Instructions for the task: Take every line containing "Give" out of the records.

• • •

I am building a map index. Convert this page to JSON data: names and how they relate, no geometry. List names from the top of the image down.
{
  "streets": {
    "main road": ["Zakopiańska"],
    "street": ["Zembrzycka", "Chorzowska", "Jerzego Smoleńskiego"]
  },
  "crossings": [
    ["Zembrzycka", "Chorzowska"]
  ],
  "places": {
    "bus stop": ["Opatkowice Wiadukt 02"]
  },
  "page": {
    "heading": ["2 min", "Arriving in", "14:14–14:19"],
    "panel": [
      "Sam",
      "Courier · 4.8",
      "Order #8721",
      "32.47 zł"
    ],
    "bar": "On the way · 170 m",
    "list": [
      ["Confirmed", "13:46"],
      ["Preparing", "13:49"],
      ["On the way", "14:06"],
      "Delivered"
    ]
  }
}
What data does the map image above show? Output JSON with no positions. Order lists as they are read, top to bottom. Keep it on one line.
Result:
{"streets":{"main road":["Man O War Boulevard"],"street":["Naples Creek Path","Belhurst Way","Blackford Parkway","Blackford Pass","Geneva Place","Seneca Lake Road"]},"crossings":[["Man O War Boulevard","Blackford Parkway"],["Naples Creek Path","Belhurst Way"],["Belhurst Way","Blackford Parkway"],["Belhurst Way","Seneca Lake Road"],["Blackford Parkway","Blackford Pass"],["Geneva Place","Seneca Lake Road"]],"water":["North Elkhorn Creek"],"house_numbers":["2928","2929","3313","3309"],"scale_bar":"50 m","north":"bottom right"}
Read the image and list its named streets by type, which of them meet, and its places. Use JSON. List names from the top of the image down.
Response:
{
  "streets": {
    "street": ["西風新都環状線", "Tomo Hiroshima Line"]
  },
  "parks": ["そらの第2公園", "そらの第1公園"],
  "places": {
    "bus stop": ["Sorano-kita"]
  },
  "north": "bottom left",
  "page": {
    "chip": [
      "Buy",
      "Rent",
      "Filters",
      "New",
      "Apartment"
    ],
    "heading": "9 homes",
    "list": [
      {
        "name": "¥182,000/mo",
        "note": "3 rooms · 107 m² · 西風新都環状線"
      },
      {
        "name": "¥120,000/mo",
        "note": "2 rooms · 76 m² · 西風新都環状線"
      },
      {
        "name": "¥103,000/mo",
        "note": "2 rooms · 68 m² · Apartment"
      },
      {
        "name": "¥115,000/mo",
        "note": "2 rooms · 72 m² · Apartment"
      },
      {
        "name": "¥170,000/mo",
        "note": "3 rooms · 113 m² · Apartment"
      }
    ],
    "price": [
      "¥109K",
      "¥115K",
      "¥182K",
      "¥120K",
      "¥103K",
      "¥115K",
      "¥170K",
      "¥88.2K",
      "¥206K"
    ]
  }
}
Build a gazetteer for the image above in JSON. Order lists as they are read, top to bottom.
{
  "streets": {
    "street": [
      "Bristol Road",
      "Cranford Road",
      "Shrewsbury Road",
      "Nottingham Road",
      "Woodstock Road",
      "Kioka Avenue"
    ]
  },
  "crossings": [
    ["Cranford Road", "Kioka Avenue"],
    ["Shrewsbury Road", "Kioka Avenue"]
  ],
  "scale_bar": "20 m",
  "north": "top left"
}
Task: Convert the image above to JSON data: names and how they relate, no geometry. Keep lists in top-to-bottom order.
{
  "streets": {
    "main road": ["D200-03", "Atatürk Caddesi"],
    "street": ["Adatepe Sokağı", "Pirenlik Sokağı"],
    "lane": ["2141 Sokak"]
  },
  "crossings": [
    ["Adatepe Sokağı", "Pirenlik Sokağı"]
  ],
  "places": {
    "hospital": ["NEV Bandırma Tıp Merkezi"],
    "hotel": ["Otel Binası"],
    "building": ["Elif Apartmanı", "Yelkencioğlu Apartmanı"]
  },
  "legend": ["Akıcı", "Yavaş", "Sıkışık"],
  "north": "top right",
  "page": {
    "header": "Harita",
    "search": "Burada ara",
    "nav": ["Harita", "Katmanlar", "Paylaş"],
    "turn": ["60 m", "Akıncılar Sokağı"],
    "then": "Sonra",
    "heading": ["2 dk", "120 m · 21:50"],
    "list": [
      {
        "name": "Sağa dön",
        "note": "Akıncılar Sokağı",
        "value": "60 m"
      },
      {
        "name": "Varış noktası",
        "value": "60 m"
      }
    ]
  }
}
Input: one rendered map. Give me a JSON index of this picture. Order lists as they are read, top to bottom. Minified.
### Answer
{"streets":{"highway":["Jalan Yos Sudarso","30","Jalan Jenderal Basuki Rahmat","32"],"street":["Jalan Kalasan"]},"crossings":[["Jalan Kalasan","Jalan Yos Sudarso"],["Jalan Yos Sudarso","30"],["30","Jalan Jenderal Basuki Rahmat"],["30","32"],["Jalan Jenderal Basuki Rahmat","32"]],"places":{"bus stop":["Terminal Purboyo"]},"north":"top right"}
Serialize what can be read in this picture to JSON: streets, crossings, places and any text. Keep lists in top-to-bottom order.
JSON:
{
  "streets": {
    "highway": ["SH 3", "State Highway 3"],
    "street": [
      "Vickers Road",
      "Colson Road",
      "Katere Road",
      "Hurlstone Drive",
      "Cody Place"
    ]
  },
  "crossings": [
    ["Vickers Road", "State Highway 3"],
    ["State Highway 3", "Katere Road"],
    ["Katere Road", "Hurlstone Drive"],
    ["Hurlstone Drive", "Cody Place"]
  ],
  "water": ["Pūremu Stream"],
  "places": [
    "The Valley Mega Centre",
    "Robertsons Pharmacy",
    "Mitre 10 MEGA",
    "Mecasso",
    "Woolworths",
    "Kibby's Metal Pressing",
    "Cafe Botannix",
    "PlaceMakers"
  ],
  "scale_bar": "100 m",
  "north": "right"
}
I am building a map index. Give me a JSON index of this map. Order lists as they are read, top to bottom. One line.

• • •

Final answer:
Input: one rendered map. Give me a JSON index of this picture. Order lists as they are read, top to bottom. Minified.
I am building a map index. Give me a JSON index of this map. Order lists as they are read, top to bottom. One line.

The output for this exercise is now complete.